Running samply python run.py 1600 shows almost all the time is in get_arithmetic_field -> to_field -> stacker::maybe_grow -> get_arithmetic_field -> ...

Expected behavior

Although this is somewhat pathological, I would expect this to be linear in the expression depth.

Installed versions

``` --------Version info--------- Polars: 0.20.26 Index type: UInt32 Platform: Linux-6.5.0-28-generic-x86_64-with-glibc2.35 Python: 3.11.9 (main, Apr 3 2024, 16:33:49) [GCC 11.4.0] ----Optional dependencies---- adbc_driver_manager: cloudpickle: connectorx: deltalake: fastexcel: fsspec: gevent: hvplot: matplotlib: nest_asyncio: numpy: openpyxl: pandas: pyarrow: pydantic: pyiceberg: pyxlsb: sqlalchemy: torch: xlsx2csv: xlsxwriter: ```
ritchie46 commented 1 month ago

How does it perform if you turn off comm_subexpr_elim?

And how do you get so deep expressions? 😉

wence- commented 1 month ago

How does it perform if you turn off comm_subexpr_elim?

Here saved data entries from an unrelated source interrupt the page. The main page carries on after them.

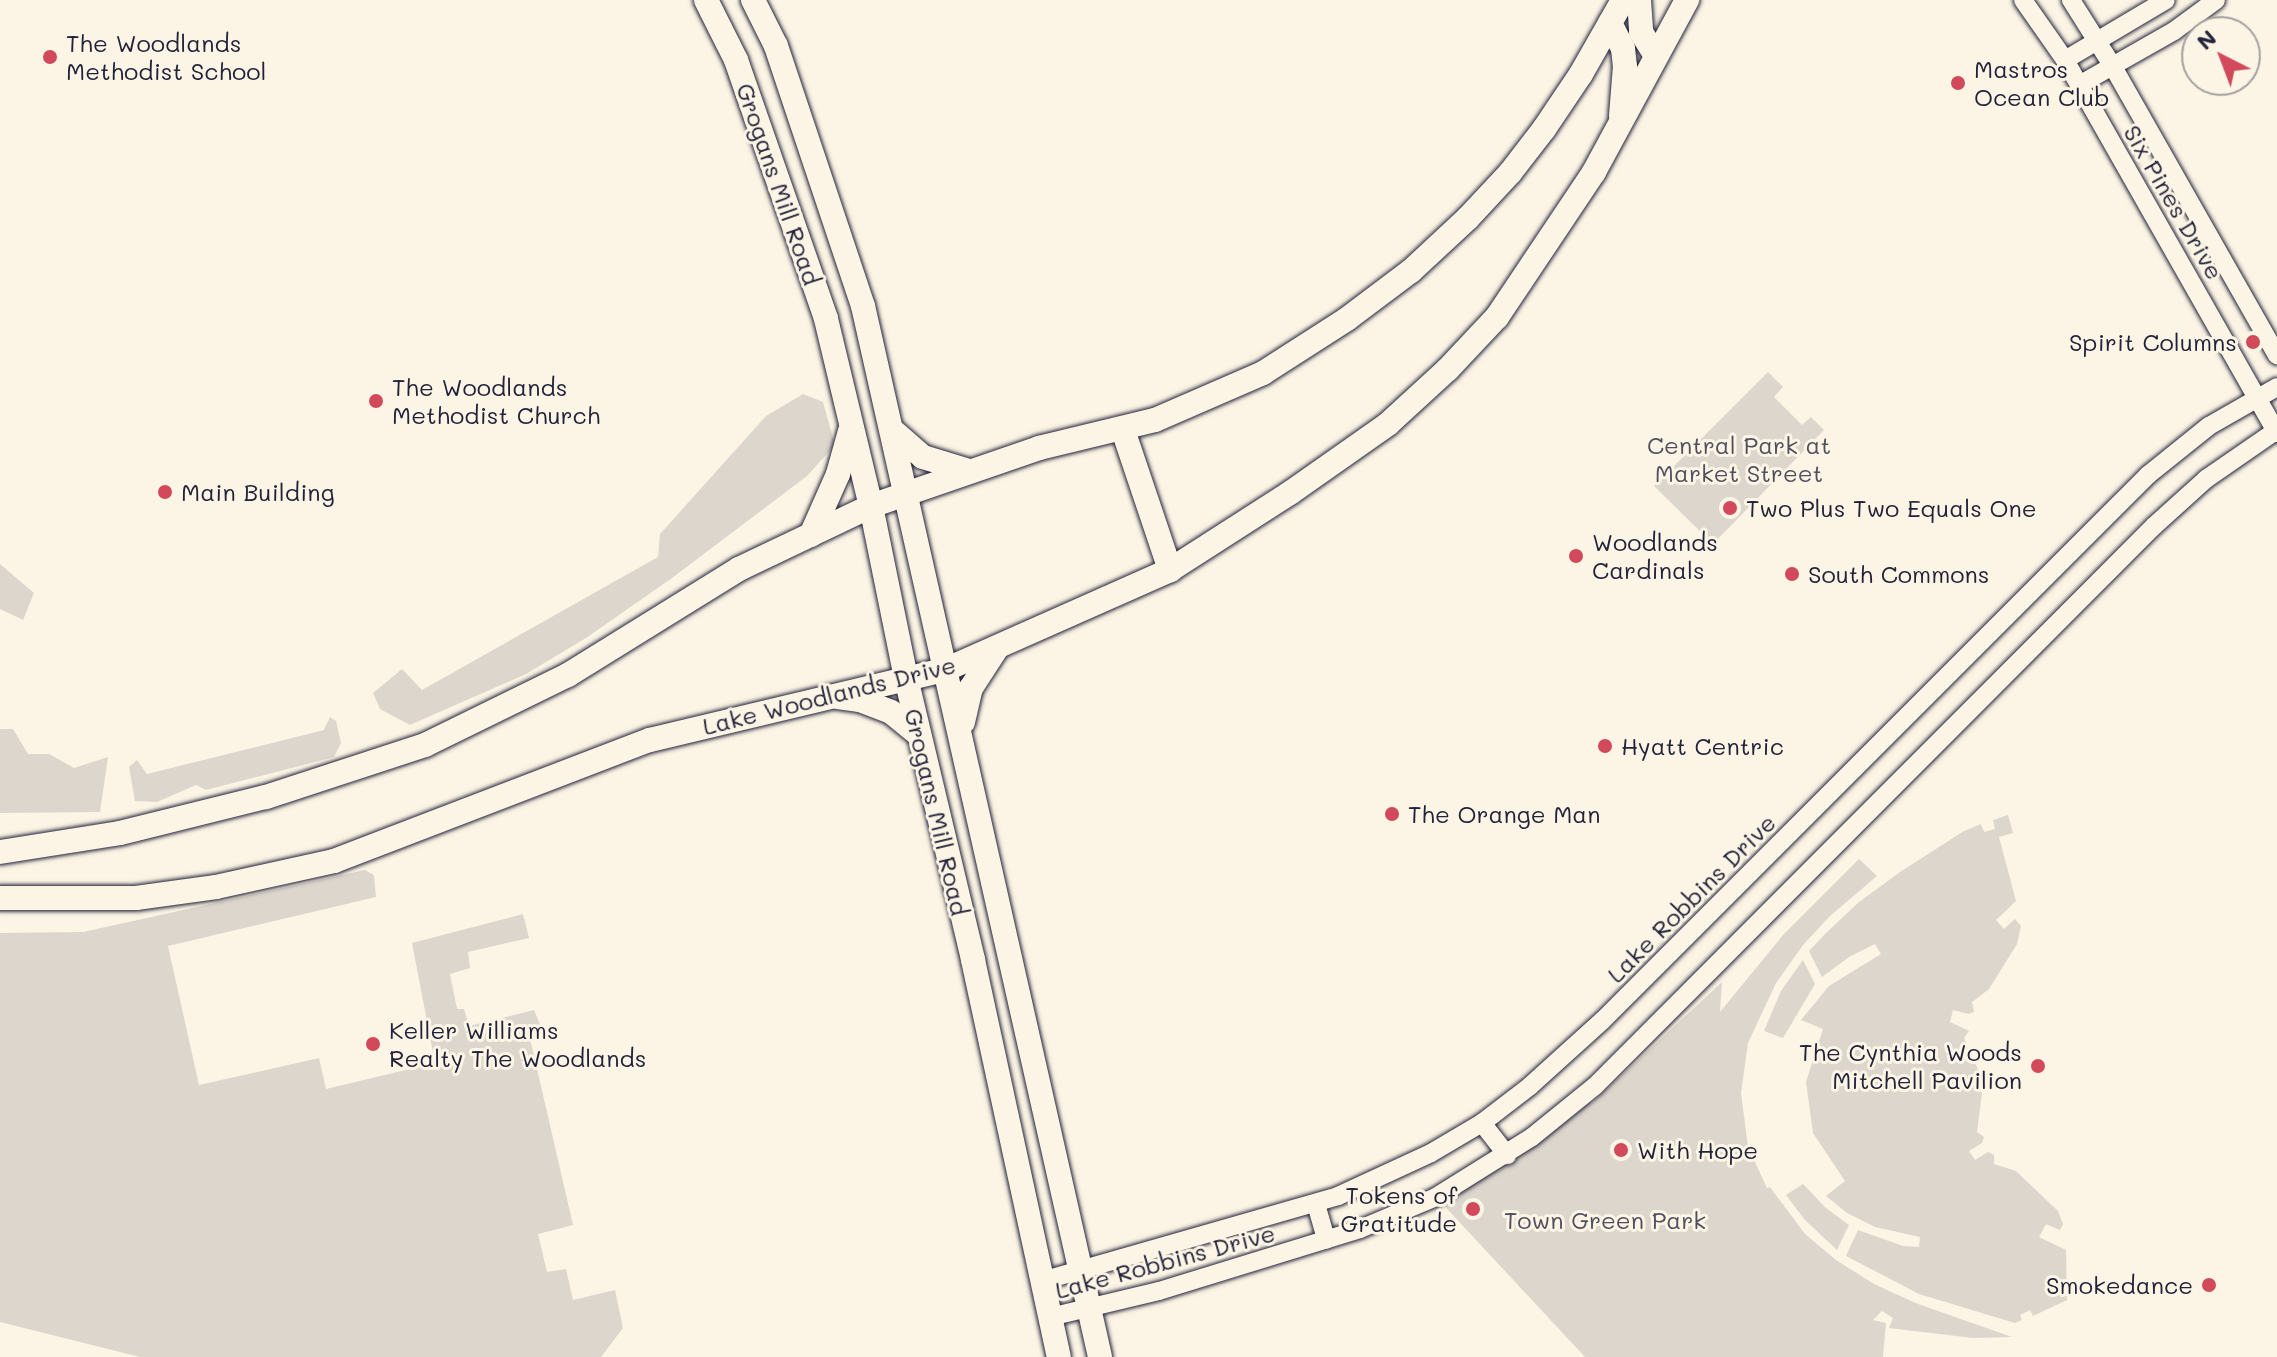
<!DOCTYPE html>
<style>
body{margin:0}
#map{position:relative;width:2277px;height:1357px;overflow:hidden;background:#fcf5e5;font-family:Mali,sans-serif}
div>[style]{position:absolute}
.green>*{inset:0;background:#dcd6cc}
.roads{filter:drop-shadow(0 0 2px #22223b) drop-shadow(0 0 2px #22223b)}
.minor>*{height:18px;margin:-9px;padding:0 9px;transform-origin:9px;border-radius:9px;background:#fcf5e5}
.major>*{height:24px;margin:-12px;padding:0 12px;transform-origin:12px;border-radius:12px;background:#fcf5e5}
.dots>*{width:22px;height:22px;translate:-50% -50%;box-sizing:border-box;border:4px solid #fcf5e5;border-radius:50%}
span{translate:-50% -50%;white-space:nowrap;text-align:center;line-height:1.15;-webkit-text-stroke:6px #fcf5e5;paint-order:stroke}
.poi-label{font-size:24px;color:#22223b}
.left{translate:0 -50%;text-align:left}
.right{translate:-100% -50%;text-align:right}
.street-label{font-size:24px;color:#22223b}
.park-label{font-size:24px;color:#504f5f}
.north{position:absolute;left:2181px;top:16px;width:80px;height:80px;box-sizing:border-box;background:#fcf5e5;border:2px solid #a5a1a1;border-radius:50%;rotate:318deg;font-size:22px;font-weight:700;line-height:32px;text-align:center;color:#22223b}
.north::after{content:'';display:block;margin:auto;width:28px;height:36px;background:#d1495b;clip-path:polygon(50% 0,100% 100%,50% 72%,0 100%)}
</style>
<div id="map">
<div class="green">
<i style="clip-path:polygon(1768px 372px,1783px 387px,1774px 397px,1802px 425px,1811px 417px,1824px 430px,1713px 544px,1654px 486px)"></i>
<i style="clip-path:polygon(803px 394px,823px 402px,835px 445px,807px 476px,672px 578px,586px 638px,526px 674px,410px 725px,380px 709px,373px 693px,402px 669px,422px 690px,658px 557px,660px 534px,766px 416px)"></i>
<i style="clip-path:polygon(0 564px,34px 593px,23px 620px,0 609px)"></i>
<i style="clip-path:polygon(330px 717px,336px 721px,341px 743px,334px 757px,206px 790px,196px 785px,157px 802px,135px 801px,129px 767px,137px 760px,147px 774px,324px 730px)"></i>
<i style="clip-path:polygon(0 729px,13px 729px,28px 754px,49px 754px,74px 768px,108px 757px,100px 812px,0 813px)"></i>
<i style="clip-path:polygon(2008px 815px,2013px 833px,1999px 837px,2016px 901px,1996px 920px,2004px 929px,2015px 919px,2021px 926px,2017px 944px,1989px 989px,1972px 1002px,1974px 1012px,1969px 1014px,1953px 1010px,1950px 1022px,1969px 1031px,1964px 1038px,1980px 1074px,1972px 1084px,1982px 1093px,1977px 1132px,1984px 1137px,1982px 1143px,1969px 1151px,1975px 1160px,1988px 1152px,1994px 1155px,1994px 1164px,2016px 1171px,2058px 1211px,2063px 1224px,2060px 1230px,2046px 1224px,2039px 1237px,2066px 1250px,2067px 1300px,2033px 1316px,2030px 1310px,2020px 1315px,2022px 1320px,2015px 1323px,1919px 1294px,1846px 1256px,1858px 1230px,1903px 1246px,1919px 1247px,1920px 1237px,1875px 1227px,1847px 1213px,1826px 1196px,1845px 1181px,1813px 1133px,1806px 1082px,1823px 1029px,1801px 1020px,1829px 986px,1881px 954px,1875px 944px,1849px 957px,1822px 977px,1809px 951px,1825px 934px,1859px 902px,1903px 870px,1964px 831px,1981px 824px,1984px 832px,1995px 829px,1993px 820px)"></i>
<i style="clip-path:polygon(1859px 859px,1877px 876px,1830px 916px,1803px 945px,1776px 983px,1748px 1043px,1741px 1093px,1748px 1147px,1767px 1188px,1770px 1187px,1805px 1234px,1836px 1260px,1874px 1284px,1918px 1304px,2012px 1337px,1973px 1338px,1889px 1328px,1893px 1318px,1882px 1311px,1873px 1320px,1886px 1323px,1883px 1357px,1585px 1357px,1436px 1197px,1583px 1096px,1591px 1104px,1722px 982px,1720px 1012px,1783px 935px)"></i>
<i style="clip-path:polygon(365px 870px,374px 875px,376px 897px,168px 946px,199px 1085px,319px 1058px,326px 1089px,435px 1063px,412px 943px,523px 914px,529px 938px,468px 952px,470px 968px,450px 974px,457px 1009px,464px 1009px,469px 1026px,534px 1010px,542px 1029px,529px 1034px,573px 1225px,538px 1234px,547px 1272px,566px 1269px,573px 1300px,615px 1290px,623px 1328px,601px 1357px,140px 1357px,0 1322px,0 933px,83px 932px)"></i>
<i style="clip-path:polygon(1803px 960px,1815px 984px,1783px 1038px,1764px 1031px,1781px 991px)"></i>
<i style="clip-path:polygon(1803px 1184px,1826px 1208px,1849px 1225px,1837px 1250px,1805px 1220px,1786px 1195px)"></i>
</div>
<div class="roads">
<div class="minor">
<i style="left:2023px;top:0;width:73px;rotate:55deg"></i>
<i style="left:2065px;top:60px;width:429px;rotate:60.4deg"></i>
<i style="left:2071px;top:0;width:77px;rotate:57.8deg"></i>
<i style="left:2112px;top:65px;width:334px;rotate:60.4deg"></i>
<i style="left:2065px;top:60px;width:117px;rotate:-30.7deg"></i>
<i style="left:2079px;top:85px;width:109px;rotate:-29.6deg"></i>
<i style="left:2174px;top:31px;width:52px;rotate:-36.4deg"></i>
<i style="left:1482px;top:1123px;width:41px;rotate:52deg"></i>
<i style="left:1316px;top:1204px;width:37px;rotate:74deg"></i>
<i style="left:1042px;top:1281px;width:308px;rotate:-16deg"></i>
<i style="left:1338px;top:1196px;width:102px;rotate:-24.8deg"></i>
<i style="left:1431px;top:1153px;width:59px;rotate:-30.5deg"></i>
<i style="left:1482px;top:1123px;width:61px;rotate:-37.6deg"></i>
<i style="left:1530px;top:1086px;width:98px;rotate:-42.1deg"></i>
<i style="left:1603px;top:1020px;width:771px;rotate:-45deg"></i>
<i style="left:2148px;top:475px;width:78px;rotate:-38.8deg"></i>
<i style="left:2209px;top:426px;width:78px;rotate:-29.8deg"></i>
<i style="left:1050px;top:1317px;width:112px;rotate:-13.4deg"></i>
<i style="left:1159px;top:1291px;width:210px;rotate:-17.1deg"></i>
<i style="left:1360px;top:1229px;width:82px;rotate:-22.8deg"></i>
<i style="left:1436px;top:1197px;width:113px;rotate:-32deg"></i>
<i style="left:1532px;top:1137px;width:81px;rotate:-39deg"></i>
<i style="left:1595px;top:1086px;width:791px;rotate:-45.05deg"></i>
<i style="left:2154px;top:526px;width:70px;rotate:-42.1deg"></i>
<i style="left:2206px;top:479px;width:86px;rotate:-34.6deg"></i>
</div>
<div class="major">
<i style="left:706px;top:0;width:67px;rotate:63.4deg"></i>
<i style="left:736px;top:60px;width:274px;rotate:70.8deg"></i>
<i style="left:826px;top:319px;width:192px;rotate:76.5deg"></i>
<i style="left:871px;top:506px;width:176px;rotate:78.5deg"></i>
<i style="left:906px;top:678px;width:290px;rotate:76.6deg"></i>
<i style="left:973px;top:960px;width:406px;rotate:77.8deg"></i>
<i style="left:753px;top:0;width:51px;rotate:63.4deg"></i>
<i style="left:776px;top:46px;width:274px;rotate:71.5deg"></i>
<i style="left:863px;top:306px;width:1077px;rotate:77.29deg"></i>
<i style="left:1639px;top:0;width:32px;rotate:86deg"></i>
<i style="left:1641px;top:32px;width:28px;rotate:58deg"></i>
<i style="left:1610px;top:23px;width:28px;rotate:63deg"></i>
<i style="left:1623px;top:48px;width:18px;rotate:84deg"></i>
<i style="left:1625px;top:66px;width:50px;rotate:94.6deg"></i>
<i style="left:892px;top:430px;width:41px;rotate:41.1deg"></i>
<i style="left:923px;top:457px;width:48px;rotate:16.9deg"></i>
<i style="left:1123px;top:430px;width:148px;rotate:71.4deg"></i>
<i style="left:811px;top:535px;width:67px;rotate:-66.1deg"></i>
<i style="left:838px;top:474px;width:45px;rotate:-74.4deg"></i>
<i style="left:838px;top:697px;width:22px;rotate:8deg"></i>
<i style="left:860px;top:700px;width:33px;rotate:21deg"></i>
<i style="left:891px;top:712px;width:36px;rotate:39deg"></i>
<i style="left:963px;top:722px;width:35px;rotate:-77deg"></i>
<i style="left:971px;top:688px;width:48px;rotate:-57deg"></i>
<i style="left:0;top:852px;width:121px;rotate:-9deg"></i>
<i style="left:120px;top:833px;width:150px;rotate:-13.9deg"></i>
<i style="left:266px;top:797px;width:167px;rotate:-18.1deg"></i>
<i style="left:425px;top:745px;width:159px;rotate:-26.1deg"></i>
<i style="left:568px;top:675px;width:201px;rotate:-31.8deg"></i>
<i style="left:739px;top:569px;width:146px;rotate:-25.5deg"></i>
<i style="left:871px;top:506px;width:178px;rotate:-19deg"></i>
<i style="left:1039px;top:448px;width:119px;rotate:-13.6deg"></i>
<i style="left:1155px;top:420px;width:118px;rotate:-23.5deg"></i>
<i style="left:1263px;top:373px;width:100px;rotate:-32.7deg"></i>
<i style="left:1347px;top:319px;width:80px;rotate:-36.9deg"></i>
<i style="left:1411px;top:271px;width:78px;rotate:-42.9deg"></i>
<i style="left:1468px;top:218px;width:62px;rotate:-47deg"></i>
<i style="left:1510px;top:173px;width:56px;rotate:-52.3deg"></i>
<i style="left:1544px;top:129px;width:66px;rotate:-56.1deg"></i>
<i style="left:1581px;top:74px;width:85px;rotate:-60.4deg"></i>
<i style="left:0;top:898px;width:136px"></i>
<i style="left:136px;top:898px;width:81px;rotate:-7.8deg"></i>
<i style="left:216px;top:887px;width:121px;rotate:-12.4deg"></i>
<i style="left:334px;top:861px;width:338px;rotate:-21deg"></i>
<i style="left:650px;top:740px;width:305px;rotate:-13.4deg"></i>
<i style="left:947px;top:669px;width:244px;rotate:-23.9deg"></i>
<i style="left:1170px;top:570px;width:143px;rotate:-32.7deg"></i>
<i style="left:1290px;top:493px;width:120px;rotate:-35.1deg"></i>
<i style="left:1388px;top:424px;width:81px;rotate:-42.5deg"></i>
<i style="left:1448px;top:369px;width:71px;rotate:-46.7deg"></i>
<i style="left:1497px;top:317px;width:174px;rotate:-56.2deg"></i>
<i style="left:1594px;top:172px;width:196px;rotate:-61.6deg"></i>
</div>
</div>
<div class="dots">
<i style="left:50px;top:57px;background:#d1495b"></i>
<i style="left:1958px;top:83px;background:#d1495b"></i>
<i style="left:2253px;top:342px;background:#d1495b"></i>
<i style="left:376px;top:401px;background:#d1495b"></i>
<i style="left:165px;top:492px;background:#d1495b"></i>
<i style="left:1730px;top:508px;background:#d1495b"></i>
<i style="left:1576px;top:556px;background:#d1495b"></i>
<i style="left:1792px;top:574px;background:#d1495b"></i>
<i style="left:1605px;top:746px;background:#d1495b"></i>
<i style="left:1392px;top:814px;background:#d1495b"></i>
<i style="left:373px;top:1044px;background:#d1495b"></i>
<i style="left:2038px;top:1066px;background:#d1495b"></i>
<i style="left:1621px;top:1150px;background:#d1495b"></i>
<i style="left:1473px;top:1209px;background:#d1495b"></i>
<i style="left:2209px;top:1285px;background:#d1495b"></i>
</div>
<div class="poi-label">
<span class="left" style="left:66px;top:57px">The Woodlands<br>Methodist School</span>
<span class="left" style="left:1974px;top:83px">Mastros<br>Ocean Club</span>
<span class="right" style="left:2237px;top:342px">Spirit Columns</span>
<span class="left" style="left:392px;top:401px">The Woodlands<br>Methodist Church</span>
<span class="left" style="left:181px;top:492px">Main Building</span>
<span class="left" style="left:1746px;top:508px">Two Plus Two Equals One</span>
<span class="left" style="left:1592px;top:556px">Woodlands<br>Cardinals</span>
<span class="left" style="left:1808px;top:574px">South Commons</span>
<span class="left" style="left:1621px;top:746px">Hyatt Centric</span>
<span class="left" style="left:1408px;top:814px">The Orange Man</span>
<span class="left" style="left:389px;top:1044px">Keller Williams<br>Realty The Woodlands</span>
<span class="right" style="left:2022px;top:1066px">The Cynthia Woods<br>Mitchell Pavilion</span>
<span class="left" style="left:1637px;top:1150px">With Hope</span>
<span class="right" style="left:1457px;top:1209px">Tokens of<br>Gratitude</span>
<span class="right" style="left:2193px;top:1285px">Smokedance</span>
</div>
<div class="street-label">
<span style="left:779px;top:184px;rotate:71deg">Grogans Mill Road</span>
<span style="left:2174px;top:202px;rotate:60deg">Six Pines Drive</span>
<span style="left:829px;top:695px;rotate:-14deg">Lake Woodlands Drive</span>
<span style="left:937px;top:812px;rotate:77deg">Grogans Mill Road</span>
<span style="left:1691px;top:898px;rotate:-45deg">Lake Robbins Drive</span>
<span style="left:1165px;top:1261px;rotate:-15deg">Lake Robbins Drive</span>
</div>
<div class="park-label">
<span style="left:1739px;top:459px">Central Park at<br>Market Street</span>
<span style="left:1605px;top:1220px">Town Green Park</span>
</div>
<div class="north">N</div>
</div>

Same, indeed with all optimisations off it's still quadratic, just faster overall:

for i in 1 200 400 800 1600; do python slow-optimise.py ${i}; done
1: 0.0027743840000766795
200: 0.010377078000601614
400: 0.030803929999819957
800: 0.12257709299956332
1600: 0.47342776200093795

And how do you get so deep expressions? 😉

I've seen things...

It was more that I was transpiling the plan and noticed performance slowdowns when annotating the logical plan with dtypes for every expression node.

ritchie46 commented 1 month ago

Will see if we can apply some memoization in the to_field call.

ritchie46 commented 1 month ago

I am not entirely sure the tree itself isn't quadratic. I need to do double the to_field calls of the depth. Because at every depth, we branch.

wence- commented 1 month ago

I don't think so. The expression is (for $N = 4$)

((((a + a) + a) + a) + a)

Or

(+)
 | \
(+) a
 | \
(+) a
 | \
(+) a
 | \
 a  a

So if you need to call to_field on every node, that's $2 N - 1$ calls, which is why you're getting double the depth, I think. But at every node, to_field needs to recurse into the subtree if we're not memoising, or otherwise doing a one-pass bottom-up production of the dtypes of every node given a schema context.

wence- commented 1 month ago

BTW: should I expect that the AExpr processing treats expressions with common sub-expressions like DAGs, or like trees (increasing the perceived size?).

That is, if I write:

expr = pl.col("a")

expr = expr + expr
expr2 = expr + expr

Which is:

    (+)
    / \
    \ /
    (+)
    / \
    \ /
     a

Is it "seen" as:

           (+)
          /   \
        (+)   (+)
       /  |   |  \
      a   a   a   a
ritchie46 commented 4 weeks ago

It is seen as trees. They are turned into DAGS during execution if CSE recognized it.

wence- commented 3 weeks ago

It is seen as trees. They are turned into DAGS during execution if CSE recognized it.

Thanks. I suspect that means there are (perhaps pathological) cases where expression processing time can be exponential: any time there is sharing in the expression. Though perhaps that is an unlikely case for typical queries.